[Opening THE DATA section]

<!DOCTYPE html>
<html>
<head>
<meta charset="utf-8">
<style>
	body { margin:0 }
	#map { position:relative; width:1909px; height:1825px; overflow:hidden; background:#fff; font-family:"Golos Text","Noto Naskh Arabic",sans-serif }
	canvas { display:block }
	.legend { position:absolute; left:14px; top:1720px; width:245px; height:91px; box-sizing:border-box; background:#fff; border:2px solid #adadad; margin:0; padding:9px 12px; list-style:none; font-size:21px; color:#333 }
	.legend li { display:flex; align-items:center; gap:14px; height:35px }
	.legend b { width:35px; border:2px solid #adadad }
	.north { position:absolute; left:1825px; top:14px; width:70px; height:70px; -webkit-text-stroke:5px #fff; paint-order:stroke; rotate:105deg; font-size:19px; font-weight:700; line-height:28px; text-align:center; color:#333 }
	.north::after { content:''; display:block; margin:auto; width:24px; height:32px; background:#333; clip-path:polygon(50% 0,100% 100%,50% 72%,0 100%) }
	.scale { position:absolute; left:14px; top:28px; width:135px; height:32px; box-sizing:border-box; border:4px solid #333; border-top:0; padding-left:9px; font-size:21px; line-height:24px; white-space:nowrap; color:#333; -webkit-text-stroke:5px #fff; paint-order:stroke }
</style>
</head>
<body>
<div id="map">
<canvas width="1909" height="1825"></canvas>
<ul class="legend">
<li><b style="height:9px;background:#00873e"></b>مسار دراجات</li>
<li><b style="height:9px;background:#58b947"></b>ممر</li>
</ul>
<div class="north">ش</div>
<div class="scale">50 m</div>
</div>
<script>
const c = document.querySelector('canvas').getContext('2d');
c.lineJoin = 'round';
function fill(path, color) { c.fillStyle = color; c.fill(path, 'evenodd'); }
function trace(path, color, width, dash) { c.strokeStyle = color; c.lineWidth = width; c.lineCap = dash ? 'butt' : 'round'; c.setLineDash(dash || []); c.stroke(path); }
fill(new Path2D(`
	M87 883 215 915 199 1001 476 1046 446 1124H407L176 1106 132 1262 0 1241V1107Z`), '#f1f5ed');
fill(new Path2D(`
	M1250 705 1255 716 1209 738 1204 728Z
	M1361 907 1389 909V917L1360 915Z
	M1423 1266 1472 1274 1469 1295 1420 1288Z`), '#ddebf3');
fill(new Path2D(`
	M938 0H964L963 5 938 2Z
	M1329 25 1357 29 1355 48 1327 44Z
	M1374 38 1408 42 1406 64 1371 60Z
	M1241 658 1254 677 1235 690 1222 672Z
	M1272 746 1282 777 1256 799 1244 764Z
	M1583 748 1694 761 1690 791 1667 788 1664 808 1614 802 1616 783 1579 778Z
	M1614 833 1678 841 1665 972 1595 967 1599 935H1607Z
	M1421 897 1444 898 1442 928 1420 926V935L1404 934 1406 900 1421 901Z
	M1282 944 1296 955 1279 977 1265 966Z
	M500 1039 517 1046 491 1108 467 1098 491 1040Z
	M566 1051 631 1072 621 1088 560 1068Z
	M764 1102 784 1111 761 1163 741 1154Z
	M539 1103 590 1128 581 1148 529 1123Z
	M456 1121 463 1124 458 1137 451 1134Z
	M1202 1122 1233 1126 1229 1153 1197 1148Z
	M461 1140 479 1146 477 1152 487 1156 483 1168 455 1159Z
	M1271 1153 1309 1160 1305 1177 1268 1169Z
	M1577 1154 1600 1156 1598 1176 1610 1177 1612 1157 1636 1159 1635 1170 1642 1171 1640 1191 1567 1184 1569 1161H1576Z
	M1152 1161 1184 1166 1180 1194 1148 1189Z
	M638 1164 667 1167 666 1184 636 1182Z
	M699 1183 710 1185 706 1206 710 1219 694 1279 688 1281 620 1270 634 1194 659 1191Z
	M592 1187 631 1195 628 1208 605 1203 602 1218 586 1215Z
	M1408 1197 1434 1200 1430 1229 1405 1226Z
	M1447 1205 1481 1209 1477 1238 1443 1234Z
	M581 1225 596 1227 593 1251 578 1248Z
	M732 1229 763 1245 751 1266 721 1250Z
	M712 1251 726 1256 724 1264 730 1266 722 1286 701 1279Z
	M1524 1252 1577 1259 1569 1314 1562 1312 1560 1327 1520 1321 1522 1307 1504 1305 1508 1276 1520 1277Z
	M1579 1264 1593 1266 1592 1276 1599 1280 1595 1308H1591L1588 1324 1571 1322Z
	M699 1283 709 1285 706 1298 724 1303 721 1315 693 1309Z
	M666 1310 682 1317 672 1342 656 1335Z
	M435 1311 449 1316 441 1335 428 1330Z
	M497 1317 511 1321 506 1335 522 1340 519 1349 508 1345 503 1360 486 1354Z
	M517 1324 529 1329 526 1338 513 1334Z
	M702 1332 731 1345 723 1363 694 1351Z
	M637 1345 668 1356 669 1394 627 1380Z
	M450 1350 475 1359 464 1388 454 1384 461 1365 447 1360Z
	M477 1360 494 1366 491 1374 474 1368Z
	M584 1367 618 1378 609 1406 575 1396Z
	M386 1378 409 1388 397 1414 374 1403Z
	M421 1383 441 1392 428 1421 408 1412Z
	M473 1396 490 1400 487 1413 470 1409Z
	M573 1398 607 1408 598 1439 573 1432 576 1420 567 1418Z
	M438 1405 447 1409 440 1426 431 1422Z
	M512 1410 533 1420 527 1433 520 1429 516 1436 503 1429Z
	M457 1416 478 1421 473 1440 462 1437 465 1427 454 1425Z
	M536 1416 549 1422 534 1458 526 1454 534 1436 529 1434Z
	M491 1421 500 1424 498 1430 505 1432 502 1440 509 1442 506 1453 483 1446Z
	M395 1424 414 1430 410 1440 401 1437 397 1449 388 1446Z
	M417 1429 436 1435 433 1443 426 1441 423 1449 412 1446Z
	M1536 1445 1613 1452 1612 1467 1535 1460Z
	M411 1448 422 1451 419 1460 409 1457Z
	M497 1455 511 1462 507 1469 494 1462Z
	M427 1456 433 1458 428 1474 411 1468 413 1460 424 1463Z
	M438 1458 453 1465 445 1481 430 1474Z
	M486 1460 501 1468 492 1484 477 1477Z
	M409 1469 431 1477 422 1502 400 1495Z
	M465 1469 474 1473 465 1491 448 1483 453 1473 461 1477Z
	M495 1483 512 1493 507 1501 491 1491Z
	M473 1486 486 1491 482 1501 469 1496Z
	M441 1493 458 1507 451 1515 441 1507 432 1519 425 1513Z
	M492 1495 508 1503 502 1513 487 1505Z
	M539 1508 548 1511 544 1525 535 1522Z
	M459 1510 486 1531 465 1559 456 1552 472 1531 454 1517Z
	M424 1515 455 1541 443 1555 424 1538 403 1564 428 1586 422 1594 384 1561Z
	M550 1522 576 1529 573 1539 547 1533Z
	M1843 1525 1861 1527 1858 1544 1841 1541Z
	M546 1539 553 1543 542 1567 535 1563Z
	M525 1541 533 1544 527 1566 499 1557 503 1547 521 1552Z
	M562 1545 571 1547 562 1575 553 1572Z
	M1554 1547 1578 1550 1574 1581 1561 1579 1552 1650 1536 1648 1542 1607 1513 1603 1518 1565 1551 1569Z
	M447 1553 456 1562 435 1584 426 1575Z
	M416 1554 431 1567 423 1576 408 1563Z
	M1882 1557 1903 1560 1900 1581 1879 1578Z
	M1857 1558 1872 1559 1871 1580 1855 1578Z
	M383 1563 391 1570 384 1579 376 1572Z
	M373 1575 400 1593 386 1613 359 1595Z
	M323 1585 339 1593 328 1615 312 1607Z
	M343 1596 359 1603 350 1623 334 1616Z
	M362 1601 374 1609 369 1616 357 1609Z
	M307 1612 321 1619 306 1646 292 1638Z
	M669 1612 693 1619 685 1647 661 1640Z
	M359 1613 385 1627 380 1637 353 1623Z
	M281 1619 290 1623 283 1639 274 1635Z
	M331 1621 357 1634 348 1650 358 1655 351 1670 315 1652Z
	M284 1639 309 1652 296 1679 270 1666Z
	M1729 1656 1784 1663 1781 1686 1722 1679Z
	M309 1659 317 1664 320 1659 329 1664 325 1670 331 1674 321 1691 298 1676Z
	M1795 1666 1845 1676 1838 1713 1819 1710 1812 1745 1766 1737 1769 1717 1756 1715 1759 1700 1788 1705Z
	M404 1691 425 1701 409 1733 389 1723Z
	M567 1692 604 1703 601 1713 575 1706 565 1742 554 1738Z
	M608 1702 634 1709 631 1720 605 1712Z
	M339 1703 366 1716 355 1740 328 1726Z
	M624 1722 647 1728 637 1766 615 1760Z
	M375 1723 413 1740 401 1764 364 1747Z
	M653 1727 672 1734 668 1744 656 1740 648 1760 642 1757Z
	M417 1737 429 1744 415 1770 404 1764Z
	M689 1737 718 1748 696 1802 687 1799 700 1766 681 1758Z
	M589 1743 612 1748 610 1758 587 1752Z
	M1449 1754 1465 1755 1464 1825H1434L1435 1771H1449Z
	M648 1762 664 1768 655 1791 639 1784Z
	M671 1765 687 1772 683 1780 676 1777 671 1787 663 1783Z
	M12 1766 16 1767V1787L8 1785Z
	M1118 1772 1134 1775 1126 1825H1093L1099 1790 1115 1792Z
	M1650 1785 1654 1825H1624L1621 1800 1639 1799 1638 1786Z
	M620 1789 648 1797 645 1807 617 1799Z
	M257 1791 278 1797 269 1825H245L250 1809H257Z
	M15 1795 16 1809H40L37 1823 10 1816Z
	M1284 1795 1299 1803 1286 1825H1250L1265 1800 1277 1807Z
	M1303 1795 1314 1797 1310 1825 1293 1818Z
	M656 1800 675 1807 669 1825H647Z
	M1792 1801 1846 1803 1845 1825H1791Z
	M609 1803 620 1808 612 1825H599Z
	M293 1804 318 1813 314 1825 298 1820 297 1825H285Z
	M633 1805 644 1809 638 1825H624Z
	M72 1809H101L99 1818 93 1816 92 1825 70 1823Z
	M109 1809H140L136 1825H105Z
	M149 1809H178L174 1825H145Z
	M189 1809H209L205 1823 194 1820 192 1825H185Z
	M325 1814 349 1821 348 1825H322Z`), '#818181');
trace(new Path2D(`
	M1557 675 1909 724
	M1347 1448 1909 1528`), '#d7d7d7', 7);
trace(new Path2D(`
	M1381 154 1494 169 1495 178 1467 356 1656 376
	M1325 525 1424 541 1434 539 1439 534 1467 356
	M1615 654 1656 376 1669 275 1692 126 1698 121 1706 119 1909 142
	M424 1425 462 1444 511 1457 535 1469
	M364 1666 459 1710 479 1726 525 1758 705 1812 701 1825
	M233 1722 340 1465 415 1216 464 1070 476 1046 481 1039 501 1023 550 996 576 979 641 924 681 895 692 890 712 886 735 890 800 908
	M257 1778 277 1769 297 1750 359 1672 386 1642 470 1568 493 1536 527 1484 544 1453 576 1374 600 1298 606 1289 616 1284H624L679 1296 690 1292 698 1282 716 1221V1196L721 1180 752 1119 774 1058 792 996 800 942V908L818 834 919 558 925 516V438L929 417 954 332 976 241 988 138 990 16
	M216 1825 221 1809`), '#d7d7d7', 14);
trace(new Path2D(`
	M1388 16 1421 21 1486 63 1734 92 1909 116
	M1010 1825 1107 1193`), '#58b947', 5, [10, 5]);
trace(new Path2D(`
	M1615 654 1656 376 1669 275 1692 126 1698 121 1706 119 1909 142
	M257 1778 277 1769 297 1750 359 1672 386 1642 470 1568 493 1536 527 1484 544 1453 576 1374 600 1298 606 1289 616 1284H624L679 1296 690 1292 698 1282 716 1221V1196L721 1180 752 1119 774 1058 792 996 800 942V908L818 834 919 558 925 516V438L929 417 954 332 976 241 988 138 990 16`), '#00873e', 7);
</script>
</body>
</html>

[Closing THE DATA section]

Reply with the lines from the first line of the entries through the line that contains "M1272 746 1282 777 1256 799 1244 764Z", repeated exactly with both ends kept, and with nothing else.

— ANSWER SECTION —
<!DOCTYPE html>
<html>
<head>
<meta charset="utf-8">
<style>
	body { margin:0 }
	#map { position:relative; width:1909px; height:1825px; overflow:hidden; background:#fff; font-family:"Golos Text","Noto Naskh Arabic",sans-serif }
	canvas { display:block }
	.legend { position:absolute; left:14px; top:1720px; width:245px; height:91px; box-sizing:border-box; background:#fff; border:2px solid #adadad; margin:0; padding:9px 12px; list-style:none; font-size:21px; color:#333 }
	.legend li { display:flex; align-items:center; gap:14px; height:35px }
	.legend b { width:35px; border:2px solid #adadad }
	.north { position:absolute; left:1825px; top:14px; width:70px; height:70px; -webkit-text-stroke:5px #fff; paint-order:stroke; rotate:105deg; font-size:19px; font-weight:700; line-height:28px; text-align:center; color:#333 }
	.north::after { content:''; display:block; margin:auto; width:24px; height:32px; background:#333; clip-path:polygon(50% 0,100% 100%,50% 72%,0 100%) }
	.scale { position:absolute; left:14px; top:28px; width:135px; height:32px; box-sizing:border-box; border:4px solid #333; border-top:0; padding-left:9px; font-size:21px; line-height:24px; white-space:nowrap; color:#333; -webkit-text-stroke:5px #fff; paint-order:stroke }
</style>
</head>
<body>
<div id="map">
<canvas width="1909" height="1825"></canvas>
<ul class="legend">
<li><b style="height:9px;background:#00873e"></b>مسار دراجات</li>
<li><b style="height:9px;background:#58b947"></b>ممر</li>
</ul>
<div class="north">ش</div>
<div class="scale">50 m</div>
</div>
<script>
const c = document.querySelector('canvas').getContext('2d');
c.lineJoin = 'round';
function fill(path, color) { c.fillStyle = color; c.fill(path, 'evenodd'); }
function trace(path, color, width, dash) { c.strokeStyle = color; c.lineWidth = width; c.lineCap = dash ? 'butt' : 'round'; c.setLineDash(dash || []); c.stroke(path); }
fill(new Path2D(`
	M87 883 215 915 199 1001 476 1046 446 1124H407L176 1106 132 1262 0 1241V1107Z`), '#f1f5ed');
fill(new Path2D(`
	M1250 705 1255 716 1209 738 1204 728Z
	M1361 907 1389 909V917L1360 915Z
	M1423 1266 1472 1274 1469 1295 1420 1288Z`), '#ddebf3');
fill(new Path2D(`
	M938 0H964L963 5 938 2Z
	M1329 25 1357 29 1355 48 1327 44Z
	M1374 38 1408 42 1406 64 1371 60Z
	M1241 658 1254 677 1235 690 1222 672Z
	M1272 746 1282 777 1256 799 1244 764Z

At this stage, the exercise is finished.